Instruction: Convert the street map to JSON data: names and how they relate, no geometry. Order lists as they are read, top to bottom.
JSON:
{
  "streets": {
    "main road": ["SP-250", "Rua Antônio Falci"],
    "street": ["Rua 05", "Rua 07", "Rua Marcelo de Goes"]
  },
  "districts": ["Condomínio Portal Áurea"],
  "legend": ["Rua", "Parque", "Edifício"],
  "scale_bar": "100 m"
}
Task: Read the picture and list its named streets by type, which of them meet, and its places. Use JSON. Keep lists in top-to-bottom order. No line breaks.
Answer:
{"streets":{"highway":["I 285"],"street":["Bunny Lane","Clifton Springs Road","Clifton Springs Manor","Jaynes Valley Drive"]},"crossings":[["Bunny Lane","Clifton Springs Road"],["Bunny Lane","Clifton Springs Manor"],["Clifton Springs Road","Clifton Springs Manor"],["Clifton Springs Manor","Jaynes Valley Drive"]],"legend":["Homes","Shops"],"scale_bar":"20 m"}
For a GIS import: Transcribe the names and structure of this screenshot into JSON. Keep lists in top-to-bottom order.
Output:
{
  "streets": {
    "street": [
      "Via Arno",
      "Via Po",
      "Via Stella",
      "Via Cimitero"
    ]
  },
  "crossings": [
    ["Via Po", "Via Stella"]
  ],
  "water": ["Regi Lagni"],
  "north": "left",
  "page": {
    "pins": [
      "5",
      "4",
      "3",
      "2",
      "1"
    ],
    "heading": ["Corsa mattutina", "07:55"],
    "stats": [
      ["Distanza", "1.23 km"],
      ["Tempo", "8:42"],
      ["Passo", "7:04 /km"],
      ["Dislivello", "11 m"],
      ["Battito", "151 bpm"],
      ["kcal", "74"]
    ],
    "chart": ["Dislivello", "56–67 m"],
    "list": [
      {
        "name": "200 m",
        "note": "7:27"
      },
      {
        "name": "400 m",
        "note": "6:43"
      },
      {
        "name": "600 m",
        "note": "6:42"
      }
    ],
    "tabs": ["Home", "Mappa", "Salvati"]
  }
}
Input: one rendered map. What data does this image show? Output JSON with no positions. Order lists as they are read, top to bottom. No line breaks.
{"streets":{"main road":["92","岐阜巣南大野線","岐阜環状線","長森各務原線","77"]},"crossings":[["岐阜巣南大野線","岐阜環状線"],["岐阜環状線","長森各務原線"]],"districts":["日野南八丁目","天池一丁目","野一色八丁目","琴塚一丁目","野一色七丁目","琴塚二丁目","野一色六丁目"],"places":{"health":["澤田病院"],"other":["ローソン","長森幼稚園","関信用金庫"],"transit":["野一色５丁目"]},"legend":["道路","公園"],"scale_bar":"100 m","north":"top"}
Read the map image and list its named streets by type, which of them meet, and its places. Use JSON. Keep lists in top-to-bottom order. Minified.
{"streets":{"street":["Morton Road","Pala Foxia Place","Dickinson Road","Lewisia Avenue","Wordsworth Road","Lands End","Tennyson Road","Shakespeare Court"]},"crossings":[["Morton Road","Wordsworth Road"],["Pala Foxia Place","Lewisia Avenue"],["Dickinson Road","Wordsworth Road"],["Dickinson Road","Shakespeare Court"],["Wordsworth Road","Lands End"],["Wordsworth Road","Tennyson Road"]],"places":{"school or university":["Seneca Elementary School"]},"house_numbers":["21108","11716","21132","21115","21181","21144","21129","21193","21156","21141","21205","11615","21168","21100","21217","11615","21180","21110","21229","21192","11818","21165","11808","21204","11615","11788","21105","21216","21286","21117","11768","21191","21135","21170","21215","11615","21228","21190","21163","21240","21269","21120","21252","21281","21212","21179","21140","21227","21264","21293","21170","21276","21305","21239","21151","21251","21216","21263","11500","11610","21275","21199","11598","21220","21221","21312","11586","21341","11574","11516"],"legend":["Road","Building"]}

**Instructions to follow**
Copy all lines of the material above where the string "names" occurs.

**Answer for this exercise**
Instruction: Convert the street map to JSON data: names and how they relate, no geometry. Order lists as they are read, top to bottom.
For a GIS import: Transcribe the names and structure of this screenshot into JSON. Keep lists in top-to-bottom order.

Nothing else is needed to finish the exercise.